Lululemon trades at a forward P/E of 13.76, significantly lower than the apparel industry average of 16.47 — and far below rivals like Hanesbrands (10.14X) and G-III Apparel (10.05X). This suggests the market is pricing in slower near-term growth. But Lululemon’s higher brand premium and global expansion potential justify a valuation gap, if execution improves.
Is Lululemon’s free cash flow a sign of strength?
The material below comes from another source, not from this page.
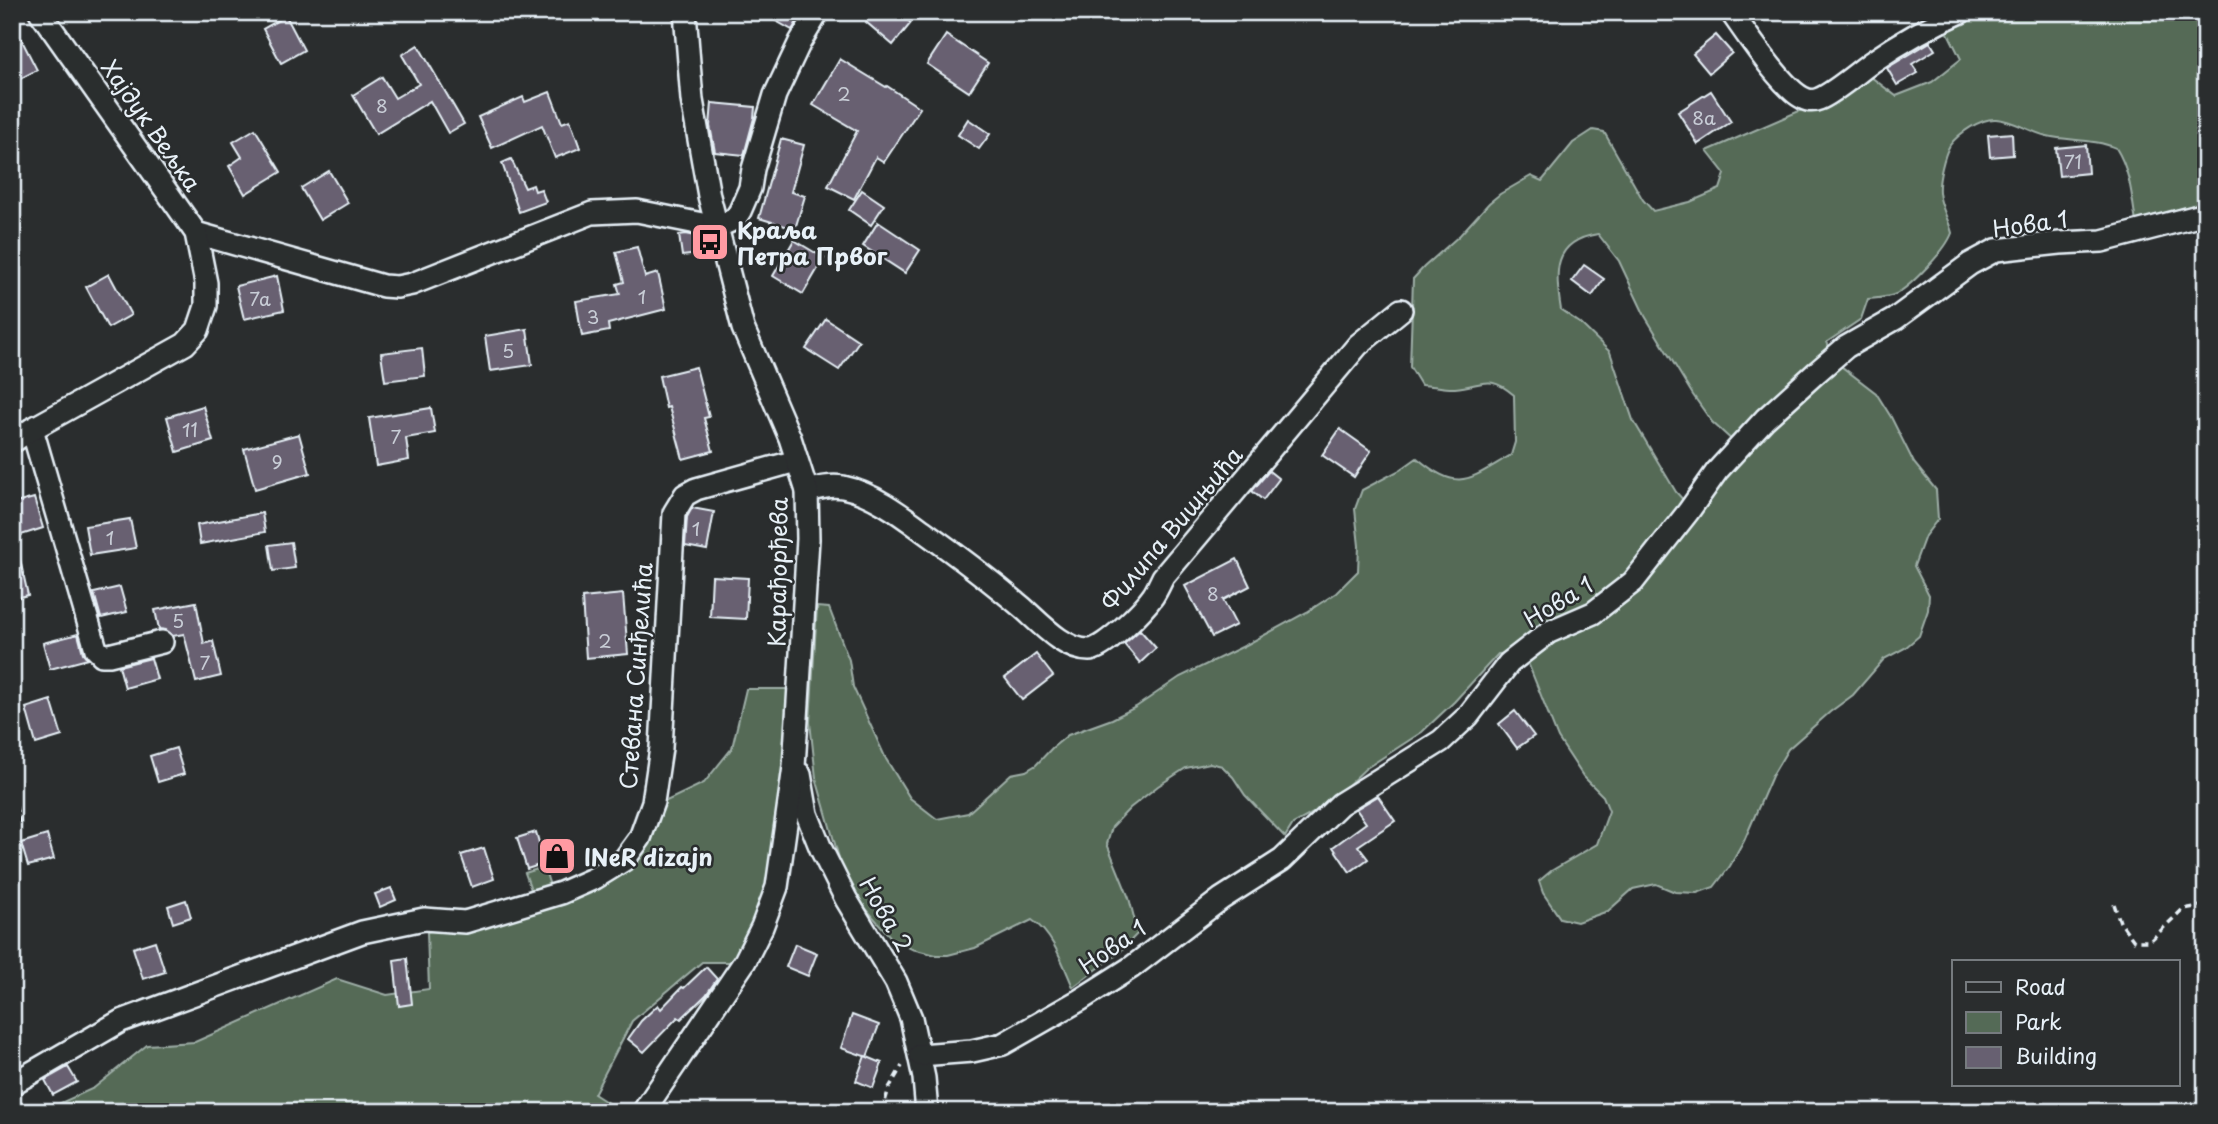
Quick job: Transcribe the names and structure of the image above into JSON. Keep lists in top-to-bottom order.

Absolutely. With $1.16 billion in free cash flow and projections to hit $1.6 billion by 2030, Lululemon has the financial flexibility to invest in innovation, pay dividends, or buy back shares — even while managing tariff costs. Strong FCF is often a better indicator of health than short-term earnings, especially during strategic transitions.
What’s the Zacks Rank #3 mean for investors?
A Zacks Rank #3 (Hold) means analysts expect neutral performance in the near term, with no strong upward or downward momentum. The ranking reflects recent downward revisions to EPS estimates, signaling caution. But it doesn’t mean the company is failing — just that its turnaround is still unfolding, and earnings are lagging behind expectations.
Could Lululemon’s stock fall again soon?
Yes — if Q3 earnings miss expectations or if the Fed delays rate cuts. The stock’s rally is fragile, built on sentiment rather than earnings strength. If U.S. sales remain flat and inventory stays high, investors could quickly pivot back to selling. But if the company shows progress on its product refresh and international growth, this could be the start of a longer recovery.